_What is being asked_. Copy all entries verbatim and keep any pictures out of the copy.

Items from a data source

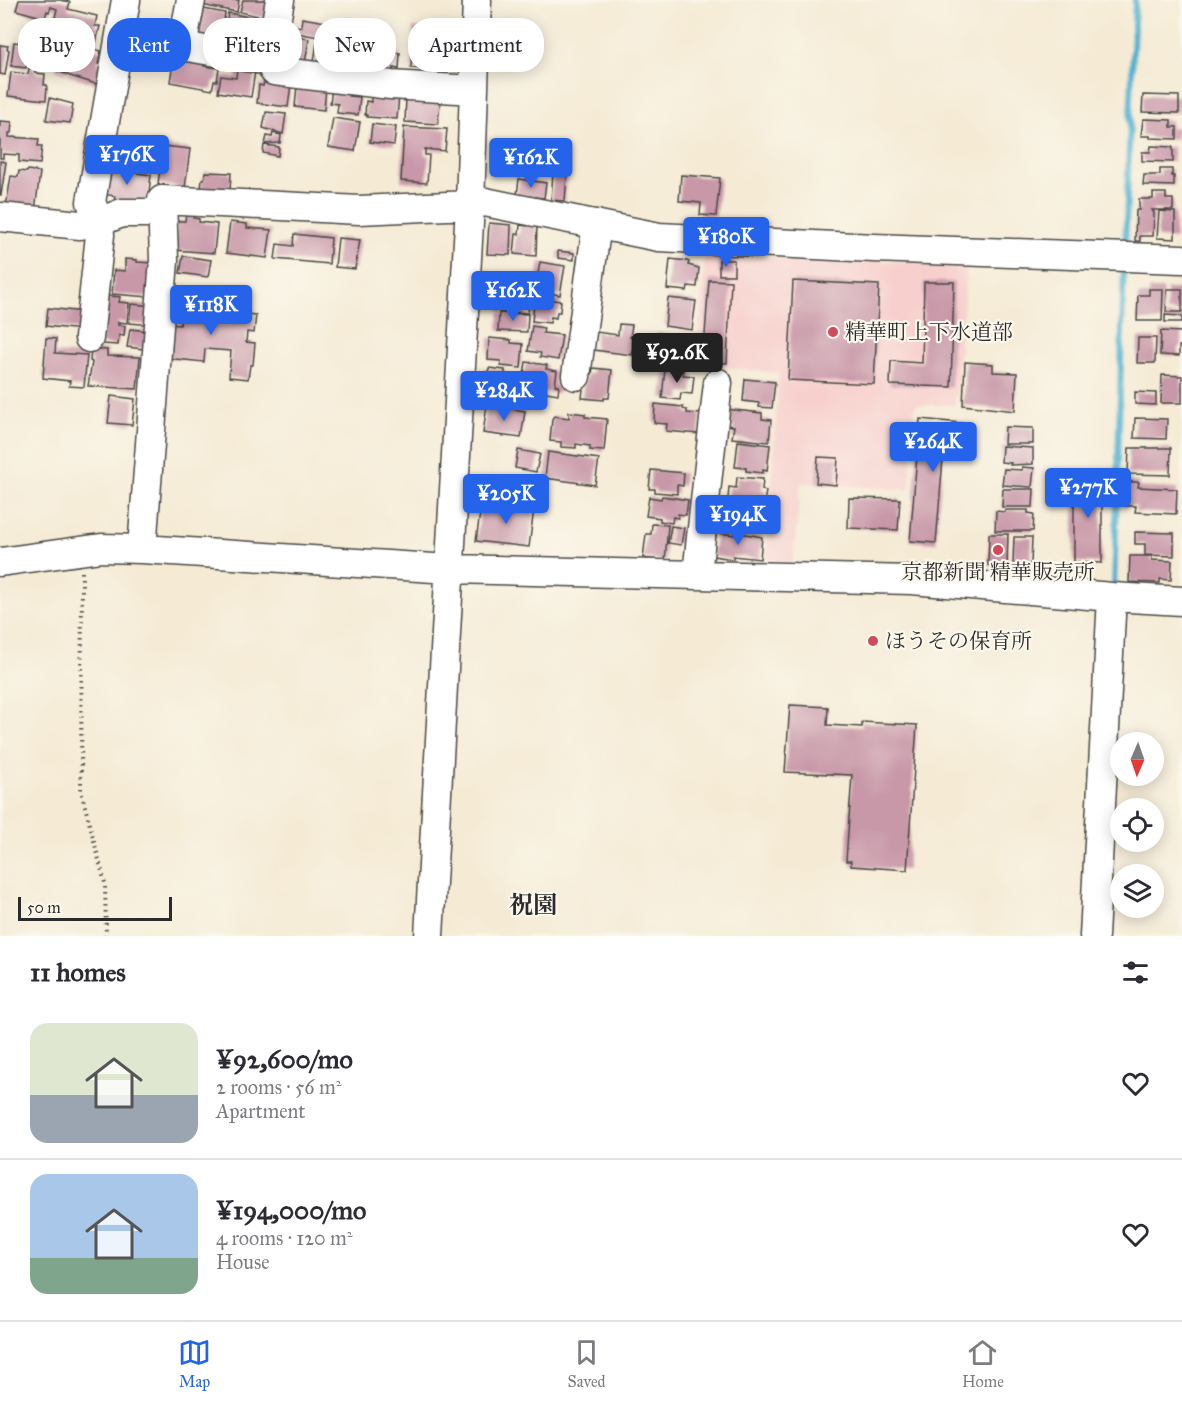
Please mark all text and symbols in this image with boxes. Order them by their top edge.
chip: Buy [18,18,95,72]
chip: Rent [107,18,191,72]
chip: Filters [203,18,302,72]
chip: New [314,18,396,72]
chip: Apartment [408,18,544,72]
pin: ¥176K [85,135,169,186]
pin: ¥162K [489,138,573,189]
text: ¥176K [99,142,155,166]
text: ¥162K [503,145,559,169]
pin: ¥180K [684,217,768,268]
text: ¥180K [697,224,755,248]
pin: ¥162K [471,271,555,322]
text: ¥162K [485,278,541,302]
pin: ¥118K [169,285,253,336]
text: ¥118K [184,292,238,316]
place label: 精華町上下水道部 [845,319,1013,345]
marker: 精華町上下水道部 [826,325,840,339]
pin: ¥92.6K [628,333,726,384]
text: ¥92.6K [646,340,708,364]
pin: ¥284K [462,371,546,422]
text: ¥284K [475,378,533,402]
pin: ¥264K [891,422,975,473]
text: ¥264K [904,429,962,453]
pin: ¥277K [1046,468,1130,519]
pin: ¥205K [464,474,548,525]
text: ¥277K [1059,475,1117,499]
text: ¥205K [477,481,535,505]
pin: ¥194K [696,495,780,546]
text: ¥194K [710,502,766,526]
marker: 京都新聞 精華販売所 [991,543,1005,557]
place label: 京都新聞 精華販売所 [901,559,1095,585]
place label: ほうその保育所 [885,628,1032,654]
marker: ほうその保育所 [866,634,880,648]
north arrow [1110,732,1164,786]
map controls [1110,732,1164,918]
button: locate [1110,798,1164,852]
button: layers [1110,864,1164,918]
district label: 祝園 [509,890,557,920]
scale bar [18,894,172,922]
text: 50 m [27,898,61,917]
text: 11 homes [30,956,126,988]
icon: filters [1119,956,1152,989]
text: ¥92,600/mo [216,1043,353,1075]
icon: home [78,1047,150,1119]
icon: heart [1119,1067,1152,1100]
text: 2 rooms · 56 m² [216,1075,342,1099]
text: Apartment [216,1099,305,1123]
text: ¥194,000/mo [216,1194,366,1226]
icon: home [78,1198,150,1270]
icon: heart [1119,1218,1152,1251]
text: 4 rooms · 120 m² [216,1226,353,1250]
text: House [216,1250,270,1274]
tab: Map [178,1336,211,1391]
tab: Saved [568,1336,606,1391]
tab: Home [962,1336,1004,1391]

_Task output_.
Please mark all text and symbols in this image with boxes. Order them by their top edge.
chip: Buy [18,18,95,72]
chip: Rent [107,18,191,72]
chip: Filters [203,18,302,72]
chip: New [314,18,396,72]
chip: Apartment [408,18,544,72]
pin: ¥176K [85,135,169,186]
pin: ¥162K [489,138,573,189]
text: ¥176K [99,142,155,166]
text: ¥162K [503,145,559,169]
pin: ¥180K [684,217,768,268]
text: ¥180K [697,224,755,248]
pin: ¥162K [471,271,555,322]
text: ¥162K [485,278,541,302]
pin: ¥118K [169,285,253,336]
text: ¥118K [184,292,238,316]
place label: 精華町上下水道部 [845,319,1013,345]
marker: 精華町上下水道部 [826,325,840,339]
pin: ¥92.6K [628,333,726,384]
text: ¥92.6K [646,340,708,364]
pin: ¥284K [462,371,546,422]
text: ¥284K [475,378,533,402]
pin: ¥264K [891,422,975,473]
text: ¥264K [904,429,962,453]
pin: ¥277K [1046,468,1130,519]
pin: ¥205K [464,474,548,525]
text: ¥277K [1059,475,1117,499]
text: ¥205K [477,481,535,505]
pin: ¥194K [696,495,780,546]
text: ¥194K [710,502,766,526]
marker: 京都新聞 精華販売所 [991,543,1005,557]
place label: 京都新聞 精華販売所 [901,559,1095,585]
place label: ほうその保育所 [885,628,1032,654]
marker: ほうその保育所 [866,634,880,648]
north arrow [1110,732,1164,786]
map controls [1110,732,1164,918]
button: locate [1110,798,1164,852]
button: layers [1110,864,1164,918]
district label: 祝園 [509,890,557,920]
scale bar [18,894,172,922]
text: 50 m [27,898,61,917]
text: 11 homes [30,956,126,988]
icon: filters [1119,956,1152,989]
text: ¥92,600/mo [216,1043,353,1075]
icon: home [78,1047,150,1119]
icon: heart [1119,1067,1152,1100]
text: 2 rooms · 56 m² [216,1075,342,1099]
text: Apartment [216,1099,305,1123]
text: ¥194,000/mo [216,1194,366,1226]
icon: home [78,1198,150,1270]
icon: heart [1119,1218,1152,1251]
text: 4 rooms · 120 m² [216,1226,353,1250]
text: House [216,1250,270,1274]
tab: Map [178,1336,211,1391]
tab: Saved [568,1336,606,1391]
tab: Home [962,1336,1004,1391]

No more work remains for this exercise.